Sunday, 23 January 2022

A Miscellany of Housekeeping

Just when I feel I have rediscovered my blogging mojo my internet connection gets dodgy. Three times in the last week my connection failed and I have spent many hours waiting for my IP to respond to phone calls; if I have to listen once more to the tinkling muzak while they keep me on hold, constantly reminding me that it would be so much easier if I just went online to FAQ, I shall do them an injury. I must make sure that I get a post out before the connection fails again.

There is a development in the dispute with the neighbour; after much to-ing and fro-ing, and at great cost, we have reached an agreement. I am giving permission for the barn to be repaired and for three months they can erect scaffolding on my land, provided they arrange for the scaffolding to leave me full access to  the passage between the front and back of my house, they replace any plants they damage to a comparable standard, make good any disturbance on my land, and they do not extend the time limit;  furthermore, my permission is valid only for the barn's back wall acc. to the "meaning of the act" (legalese); I am not obliged to grant permission for rebuilding any other side or the interior. Some success, I suppose. 

Blogging mojo is not the only mojo I have rediscovered, after several years of the garden receding into the background of my life I am feeling the urge to get back out and create a place of peace, beauty and solace, culminating in opening again in the summer when the village gardens display their charms to visitors, once covid restrictions are over. We'll see. It's easy to plan an active gardening life from the comfort of my cosy study, but it might not feel quite so urgent when the work outside starts. In the cold of early spring at that. However, gardening is good for body, soul and spirit.

Opening the garden might have a further benefit: mild revenge on my neighbours; if that strip of land cannot be cultivated for months it will show and I'd know whom to blame, publicly. Yes, I know I am acting quite childishly. 

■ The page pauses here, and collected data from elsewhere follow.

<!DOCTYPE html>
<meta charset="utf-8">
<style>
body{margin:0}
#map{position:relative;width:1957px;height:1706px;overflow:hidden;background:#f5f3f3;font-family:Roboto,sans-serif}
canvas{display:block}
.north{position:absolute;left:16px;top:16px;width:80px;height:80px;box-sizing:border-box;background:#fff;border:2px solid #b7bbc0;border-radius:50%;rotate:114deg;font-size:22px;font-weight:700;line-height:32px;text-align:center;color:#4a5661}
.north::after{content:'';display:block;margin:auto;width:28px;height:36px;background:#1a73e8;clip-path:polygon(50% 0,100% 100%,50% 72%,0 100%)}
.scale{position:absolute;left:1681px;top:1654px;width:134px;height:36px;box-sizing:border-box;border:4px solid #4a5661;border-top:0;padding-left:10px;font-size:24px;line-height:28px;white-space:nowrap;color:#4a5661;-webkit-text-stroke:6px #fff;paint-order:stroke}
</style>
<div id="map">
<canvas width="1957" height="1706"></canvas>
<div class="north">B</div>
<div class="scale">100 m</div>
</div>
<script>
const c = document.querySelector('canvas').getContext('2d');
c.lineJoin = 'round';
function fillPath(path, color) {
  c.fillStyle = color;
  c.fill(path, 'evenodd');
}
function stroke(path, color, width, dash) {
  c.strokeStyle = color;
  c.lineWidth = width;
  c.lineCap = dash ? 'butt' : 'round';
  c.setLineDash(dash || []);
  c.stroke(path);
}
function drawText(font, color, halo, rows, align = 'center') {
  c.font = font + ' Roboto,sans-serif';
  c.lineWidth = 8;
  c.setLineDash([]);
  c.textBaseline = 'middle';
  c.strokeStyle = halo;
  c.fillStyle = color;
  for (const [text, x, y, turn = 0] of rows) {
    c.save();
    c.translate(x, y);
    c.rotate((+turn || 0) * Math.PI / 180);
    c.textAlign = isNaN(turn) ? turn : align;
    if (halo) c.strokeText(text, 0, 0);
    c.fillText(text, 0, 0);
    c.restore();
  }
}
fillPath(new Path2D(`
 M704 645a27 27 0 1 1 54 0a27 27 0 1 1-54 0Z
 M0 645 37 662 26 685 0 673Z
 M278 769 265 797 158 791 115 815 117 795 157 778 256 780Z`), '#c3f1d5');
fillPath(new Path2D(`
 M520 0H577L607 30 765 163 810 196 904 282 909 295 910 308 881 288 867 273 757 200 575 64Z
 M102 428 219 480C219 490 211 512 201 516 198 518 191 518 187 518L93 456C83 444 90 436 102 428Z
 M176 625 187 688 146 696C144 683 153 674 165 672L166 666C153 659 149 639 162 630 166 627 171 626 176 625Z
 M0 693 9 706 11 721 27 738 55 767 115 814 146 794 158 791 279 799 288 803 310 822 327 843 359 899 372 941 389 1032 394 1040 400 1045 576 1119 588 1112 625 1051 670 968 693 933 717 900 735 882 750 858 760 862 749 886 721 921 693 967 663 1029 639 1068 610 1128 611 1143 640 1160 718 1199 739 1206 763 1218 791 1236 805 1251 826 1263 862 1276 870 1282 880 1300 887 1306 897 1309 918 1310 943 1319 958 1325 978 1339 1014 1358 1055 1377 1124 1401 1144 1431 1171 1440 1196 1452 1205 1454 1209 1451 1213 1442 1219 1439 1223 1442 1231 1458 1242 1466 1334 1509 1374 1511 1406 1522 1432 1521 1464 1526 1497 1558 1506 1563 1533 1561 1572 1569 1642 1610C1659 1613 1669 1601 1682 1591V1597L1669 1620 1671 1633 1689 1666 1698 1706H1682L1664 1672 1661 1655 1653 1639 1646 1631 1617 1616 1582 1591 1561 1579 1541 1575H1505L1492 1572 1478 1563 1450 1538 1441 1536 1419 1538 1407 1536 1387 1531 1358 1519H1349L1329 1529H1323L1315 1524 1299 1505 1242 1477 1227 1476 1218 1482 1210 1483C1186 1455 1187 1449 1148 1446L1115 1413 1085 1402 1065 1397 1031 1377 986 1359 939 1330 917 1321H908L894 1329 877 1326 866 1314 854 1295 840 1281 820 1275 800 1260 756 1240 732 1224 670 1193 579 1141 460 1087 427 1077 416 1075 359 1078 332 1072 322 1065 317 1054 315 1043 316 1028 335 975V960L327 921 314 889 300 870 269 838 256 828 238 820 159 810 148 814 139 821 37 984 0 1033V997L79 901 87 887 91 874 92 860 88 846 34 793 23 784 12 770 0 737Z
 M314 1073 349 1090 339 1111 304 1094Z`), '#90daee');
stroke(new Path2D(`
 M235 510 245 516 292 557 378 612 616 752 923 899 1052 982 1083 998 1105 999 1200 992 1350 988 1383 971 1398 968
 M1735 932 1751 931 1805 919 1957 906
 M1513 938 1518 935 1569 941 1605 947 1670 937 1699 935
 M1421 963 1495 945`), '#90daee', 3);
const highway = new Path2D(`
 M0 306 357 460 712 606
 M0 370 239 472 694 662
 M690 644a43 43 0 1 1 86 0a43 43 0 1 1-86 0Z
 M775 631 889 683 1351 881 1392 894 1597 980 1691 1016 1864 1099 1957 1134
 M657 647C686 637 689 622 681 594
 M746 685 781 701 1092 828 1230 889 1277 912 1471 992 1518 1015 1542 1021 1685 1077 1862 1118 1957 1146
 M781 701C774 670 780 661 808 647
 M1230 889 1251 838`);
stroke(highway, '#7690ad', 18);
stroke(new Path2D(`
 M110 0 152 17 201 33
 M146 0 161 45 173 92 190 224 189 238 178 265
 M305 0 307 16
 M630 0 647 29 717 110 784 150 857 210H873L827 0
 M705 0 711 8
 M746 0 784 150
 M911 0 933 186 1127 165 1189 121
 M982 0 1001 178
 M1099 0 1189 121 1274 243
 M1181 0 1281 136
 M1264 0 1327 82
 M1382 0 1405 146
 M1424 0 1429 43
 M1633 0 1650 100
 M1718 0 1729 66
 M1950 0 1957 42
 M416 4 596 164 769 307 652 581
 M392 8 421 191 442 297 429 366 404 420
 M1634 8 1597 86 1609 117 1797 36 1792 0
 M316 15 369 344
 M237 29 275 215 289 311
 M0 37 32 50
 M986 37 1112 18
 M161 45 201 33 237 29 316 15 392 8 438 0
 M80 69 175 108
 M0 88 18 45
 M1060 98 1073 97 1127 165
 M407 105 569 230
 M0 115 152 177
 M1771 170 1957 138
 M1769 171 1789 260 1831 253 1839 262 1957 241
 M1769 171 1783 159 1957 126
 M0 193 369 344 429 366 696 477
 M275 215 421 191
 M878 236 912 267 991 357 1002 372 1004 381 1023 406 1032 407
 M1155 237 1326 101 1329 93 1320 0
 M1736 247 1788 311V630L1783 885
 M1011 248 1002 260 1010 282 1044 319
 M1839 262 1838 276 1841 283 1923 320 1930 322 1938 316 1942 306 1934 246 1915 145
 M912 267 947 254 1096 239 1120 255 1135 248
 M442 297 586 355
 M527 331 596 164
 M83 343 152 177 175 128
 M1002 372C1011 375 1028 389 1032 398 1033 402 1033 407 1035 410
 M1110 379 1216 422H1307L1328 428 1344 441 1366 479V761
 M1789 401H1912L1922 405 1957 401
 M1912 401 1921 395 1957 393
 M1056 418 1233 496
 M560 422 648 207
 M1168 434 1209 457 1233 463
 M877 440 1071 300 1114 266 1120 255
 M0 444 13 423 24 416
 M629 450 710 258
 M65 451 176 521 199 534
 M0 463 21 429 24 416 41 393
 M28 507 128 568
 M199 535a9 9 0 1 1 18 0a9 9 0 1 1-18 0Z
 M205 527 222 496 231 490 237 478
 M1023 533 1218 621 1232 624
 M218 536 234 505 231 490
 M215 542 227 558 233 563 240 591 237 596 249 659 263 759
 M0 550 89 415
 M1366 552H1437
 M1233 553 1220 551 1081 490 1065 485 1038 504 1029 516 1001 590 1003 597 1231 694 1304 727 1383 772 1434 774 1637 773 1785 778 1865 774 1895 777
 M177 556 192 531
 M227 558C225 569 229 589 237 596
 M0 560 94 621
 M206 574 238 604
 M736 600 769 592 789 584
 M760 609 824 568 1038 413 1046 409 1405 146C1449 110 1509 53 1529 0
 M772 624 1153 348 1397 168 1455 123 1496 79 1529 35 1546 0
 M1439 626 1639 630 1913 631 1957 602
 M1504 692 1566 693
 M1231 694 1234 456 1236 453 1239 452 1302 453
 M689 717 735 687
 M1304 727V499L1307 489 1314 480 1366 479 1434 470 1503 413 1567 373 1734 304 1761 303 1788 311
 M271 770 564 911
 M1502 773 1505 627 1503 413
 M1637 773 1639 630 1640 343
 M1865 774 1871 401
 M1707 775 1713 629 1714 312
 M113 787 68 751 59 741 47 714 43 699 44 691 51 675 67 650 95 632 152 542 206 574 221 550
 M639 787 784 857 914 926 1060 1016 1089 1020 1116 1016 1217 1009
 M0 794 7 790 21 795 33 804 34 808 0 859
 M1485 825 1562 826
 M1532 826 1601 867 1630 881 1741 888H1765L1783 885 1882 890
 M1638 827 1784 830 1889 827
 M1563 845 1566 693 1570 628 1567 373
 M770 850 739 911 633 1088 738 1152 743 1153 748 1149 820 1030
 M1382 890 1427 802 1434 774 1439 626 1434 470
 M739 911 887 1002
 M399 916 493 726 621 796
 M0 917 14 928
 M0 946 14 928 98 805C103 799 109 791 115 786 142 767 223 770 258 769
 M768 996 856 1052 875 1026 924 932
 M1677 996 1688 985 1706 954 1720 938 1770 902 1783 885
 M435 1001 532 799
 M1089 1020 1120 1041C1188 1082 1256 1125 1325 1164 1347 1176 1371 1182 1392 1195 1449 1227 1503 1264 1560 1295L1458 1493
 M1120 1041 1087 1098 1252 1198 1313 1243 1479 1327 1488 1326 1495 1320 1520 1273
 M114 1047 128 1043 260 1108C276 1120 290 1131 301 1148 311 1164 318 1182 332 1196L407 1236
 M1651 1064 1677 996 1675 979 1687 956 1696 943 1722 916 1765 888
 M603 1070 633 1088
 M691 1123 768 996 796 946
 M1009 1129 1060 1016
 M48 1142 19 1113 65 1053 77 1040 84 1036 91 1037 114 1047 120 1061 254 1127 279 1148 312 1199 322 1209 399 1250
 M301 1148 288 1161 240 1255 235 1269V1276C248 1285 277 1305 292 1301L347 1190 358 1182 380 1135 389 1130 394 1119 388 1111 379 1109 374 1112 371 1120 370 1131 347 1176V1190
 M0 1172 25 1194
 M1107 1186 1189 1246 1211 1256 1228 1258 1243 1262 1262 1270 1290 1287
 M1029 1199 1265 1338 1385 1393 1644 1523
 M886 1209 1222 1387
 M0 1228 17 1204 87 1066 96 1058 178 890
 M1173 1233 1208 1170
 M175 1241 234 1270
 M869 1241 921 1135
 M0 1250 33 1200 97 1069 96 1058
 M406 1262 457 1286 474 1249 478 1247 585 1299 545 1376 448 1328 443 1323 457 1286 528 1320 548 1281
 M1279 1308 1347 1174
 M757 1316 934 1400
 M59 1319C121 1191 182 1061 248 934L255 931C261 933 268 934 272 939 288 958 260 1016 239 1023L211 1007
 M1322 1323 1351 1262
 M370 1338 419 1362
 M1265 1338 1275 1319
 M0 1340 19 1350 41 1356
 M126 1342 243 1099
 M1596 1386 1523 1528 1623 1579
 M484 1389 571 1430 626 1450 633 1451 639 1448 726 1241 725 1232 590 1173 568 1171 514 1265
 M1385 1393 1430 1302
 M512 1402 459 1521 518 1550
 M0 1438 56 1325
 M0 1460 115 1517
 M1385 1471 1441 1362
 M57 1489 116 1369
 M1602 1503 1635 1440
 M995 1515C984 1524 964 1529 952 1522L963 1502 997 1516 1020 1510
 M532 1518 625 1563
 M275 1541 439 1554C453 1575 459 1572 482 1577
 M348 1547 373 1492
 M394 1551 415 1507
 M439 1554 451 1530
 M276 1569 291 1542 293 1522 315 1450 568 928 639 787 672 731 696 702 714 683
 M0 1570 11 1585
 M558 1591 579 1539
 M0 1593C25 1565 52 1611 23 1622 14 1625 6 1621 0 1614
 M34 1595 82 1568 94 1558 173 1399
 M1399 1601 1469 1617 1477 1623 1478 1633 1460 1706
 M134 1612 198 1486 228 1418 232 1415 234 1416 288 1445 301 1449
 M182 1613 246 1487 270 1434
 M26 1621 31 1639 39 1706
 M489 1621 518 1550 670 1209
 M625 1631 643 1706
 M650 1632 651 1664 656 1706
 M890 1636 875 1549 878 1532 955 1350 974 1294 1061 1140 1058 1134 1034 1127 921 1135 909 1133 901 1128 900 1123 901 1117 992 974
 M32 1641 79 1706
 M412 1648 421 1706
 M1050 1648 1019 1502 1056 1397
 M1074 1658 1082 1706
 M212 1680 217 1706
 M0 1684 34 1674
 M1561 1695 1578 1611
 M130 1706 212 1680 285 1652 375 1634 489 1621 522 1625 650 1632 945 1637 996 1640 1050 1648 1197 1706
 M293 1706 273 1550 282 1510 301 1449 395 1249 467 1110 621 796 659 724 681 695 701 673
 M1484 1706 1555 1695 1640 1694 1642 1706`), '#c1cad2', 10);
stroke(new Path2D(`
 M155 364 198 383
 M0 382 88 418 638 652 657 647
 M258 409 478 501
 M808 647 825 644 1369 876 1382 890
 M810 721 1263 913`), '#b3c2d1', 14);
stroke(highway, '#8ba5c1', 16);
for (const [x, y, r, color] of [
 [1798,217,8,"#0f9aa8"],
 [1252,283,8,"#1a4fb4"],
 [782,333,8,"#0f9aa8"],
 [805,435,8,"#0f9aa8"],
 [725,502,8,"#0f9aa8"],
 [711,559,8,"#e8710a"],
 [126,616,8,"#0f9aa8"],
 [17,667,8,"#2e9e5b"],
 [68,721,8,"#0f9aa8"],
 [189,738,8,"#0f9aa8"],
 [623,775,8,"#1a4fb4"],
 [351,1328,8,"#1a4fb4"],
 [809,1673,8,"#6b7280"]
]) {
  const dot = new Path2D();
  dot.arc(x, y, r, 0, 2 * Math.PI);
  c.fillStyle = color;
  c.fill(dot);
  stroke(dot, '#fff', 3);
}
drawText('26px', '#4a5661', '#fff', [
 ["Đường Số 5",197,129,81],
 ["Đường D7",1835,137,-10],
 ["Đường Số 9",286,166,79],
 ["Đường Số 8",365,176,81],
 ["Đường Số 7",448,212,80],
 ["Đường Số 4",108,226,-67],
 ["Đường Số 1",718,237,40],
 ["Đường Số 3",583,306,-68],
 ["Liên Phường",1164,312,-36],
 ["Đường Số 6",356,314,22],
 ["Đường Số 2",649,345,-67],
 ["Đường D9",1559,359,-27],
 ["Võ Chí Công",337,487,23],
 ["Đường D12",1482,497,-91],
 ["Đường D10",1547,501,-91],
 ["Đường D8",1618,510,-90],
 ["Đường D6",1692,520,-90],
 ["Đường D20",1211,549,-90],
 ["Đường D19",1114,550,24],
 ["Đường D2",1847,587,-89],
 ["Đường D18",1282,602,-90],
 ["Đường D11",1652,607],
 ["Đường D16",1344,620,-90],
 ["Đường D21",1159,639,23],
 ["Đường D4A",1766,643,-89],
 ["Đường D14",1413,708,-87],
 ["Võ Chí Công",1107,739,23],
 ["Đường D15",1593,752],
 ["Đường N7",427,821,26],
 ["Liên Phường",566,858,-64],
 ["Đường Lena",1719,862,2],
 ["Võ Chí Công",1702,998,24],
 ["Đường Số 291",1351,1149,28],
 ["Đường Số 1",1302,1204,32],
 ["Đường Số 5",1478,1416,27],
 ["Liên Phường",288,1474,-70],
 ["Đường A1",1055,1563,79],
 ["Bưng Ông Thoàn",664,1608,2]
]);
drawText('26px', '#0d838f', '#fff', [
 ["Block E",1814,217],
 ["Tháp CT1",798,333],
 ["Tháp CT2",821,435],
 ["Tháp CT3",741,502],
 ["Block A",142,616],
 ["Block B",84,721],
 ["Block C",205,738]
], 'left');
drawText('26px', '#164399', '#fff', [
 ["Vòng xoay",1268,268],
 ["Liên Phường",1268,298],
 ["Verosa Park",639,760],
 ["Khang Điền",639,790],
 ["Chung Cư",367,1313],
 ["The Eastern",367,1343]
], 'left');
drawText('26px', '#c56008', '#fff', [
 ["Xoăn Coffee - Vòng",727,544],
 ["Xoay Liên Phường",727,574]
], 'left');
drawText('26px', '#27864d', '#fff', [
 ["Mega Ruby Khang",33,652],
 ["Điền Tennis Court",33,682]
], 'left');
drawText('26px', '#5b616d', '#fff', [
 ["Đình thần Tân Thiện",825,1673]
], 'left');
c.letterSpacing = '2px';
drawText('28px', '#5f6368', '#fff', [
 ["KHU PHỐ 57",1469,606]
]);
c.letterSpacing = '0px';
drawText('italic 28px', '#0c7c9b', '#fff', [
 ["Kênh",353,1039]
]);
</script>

A friend lent me her copy of Colm Toibin's "The Magician"; a fictionalised biography of the German writer and Nobel Prize Winner Thomas Mann; she said she wanted to have my opinion on it. Although Toibin is a greatly admired author I have not previously read any of his work. I am ashamed to admit that I had a prejudice against (Northern) Ireland. For years, before the Peace Process, the news was always bad, I hated the endless murders and maiming, the fighting, the violence, the religious bigotry; I lost count of the number of times I had to leave the underground on my way to and from work, how terrified we passengers were if we saw an unattended bag anywhere in the carriage or how we suspiciously watched each other, looking for signs of terrorism. The relief was great in 1998 when the Troubles finally ended although Brexit is having an alarming effect on the Peace Process.

None of that is anything to do with Toibin, he is Dublin Irish, and a marvellous writer. After nearly two years of choosing lightweight reading material, lots of it, some of it boring and toe-curlingly badly written, I was a bit worried about having to read a book of literary merit and give an opinion. I needn't have worried. Toibin's style is fluent, limpid, even simple. He is totally accessible. The Magician is first and foremost a portrait of the artist as a family man with  Germany's decline and fall always in the background. I can honestly say that I loved the book and will now most certainly delve further into Colm Toibin's work.